#### Record excerpts ####
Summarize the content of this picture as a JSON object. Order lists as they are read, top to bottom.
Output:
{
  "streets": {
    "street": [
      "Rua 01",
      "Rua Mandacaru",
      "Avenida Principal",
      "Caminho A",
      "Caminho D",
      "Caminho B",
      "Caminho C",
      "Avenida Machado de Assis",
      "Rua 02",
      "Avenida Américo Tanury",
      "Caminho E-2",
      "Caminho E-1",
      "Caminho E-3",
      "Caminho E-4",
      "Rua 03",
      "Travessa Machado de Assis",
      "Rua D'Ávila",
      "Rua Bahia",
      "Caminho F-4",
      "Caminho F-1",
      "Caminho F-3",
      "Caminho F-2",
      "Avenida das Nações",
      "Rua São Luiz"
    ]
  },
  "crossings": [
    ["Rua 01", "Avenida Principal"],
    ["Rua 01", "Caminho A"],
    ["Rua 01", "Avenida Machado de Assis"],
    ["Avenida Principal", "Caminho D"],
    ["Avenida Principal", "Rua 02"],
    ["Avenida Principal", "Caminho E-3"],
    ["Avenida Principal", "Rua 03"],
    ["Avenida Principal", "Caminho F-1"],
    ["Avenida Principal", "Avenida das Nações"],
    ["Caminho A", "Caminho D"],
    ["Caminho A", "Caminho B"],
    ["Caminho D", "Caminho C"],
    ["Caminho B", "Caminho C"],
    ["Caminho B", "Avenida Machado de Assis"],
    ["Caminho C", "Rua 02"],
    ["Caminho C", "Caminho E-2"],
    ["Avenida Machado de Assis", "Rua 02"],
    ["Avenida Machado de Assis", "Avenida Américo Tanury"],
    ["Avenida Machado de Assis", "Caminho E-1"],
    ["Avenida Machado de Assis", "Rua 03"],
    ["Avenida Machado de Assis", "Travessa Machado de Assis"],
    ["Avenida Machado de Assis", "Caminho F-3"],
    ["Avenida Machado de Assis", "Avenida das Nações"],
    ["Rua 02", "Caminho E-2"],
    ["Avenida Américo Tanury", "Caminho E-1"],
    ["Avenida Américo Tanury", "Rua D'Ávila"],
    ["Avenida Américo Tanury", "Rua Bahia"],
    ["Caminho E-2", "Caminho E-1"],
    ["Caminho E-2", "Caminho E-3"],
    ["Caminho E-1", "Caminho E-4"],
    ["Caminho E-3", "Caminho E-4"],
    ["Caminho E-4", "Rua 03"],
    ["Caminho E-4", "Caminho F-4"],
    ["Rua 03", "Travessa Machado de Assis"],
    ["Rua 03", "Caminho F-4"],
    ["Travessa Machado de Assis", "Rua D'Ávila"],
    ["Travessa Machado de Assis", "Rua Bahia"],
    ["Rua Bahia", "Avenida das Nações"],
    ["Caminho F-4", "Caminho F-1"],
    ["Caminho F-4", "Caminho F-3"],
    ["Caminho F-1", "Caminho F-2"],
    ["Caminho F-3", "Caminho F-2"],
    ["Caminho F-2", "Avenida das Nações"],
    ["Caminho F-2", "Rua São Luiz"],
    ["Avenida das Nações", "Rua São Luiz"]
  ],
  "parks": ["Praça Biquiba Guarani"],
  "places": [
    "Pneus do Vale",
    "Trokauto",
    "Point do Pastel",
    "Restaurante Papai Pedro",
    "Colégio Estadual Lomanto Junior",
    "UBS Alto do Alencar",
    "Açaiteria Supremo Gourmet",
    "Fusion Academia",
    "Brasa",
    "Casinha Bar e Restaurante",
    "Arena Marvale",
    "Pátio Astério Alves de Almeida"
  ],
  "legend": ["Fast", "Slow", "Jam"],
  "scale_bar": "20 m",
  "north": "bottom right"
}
####
> [The problem]: Find every line of the data that includes the string "Bahia". Copy each of those lines.

> [Your response]:
      "Rua Bahia",
    ["Avenida Américo Tanury", "Rua Bahia"],
    ["Travessa Machado de Assis", "Rua Bahia"],
    ["Rua Bahia", "Avenida das Nações"],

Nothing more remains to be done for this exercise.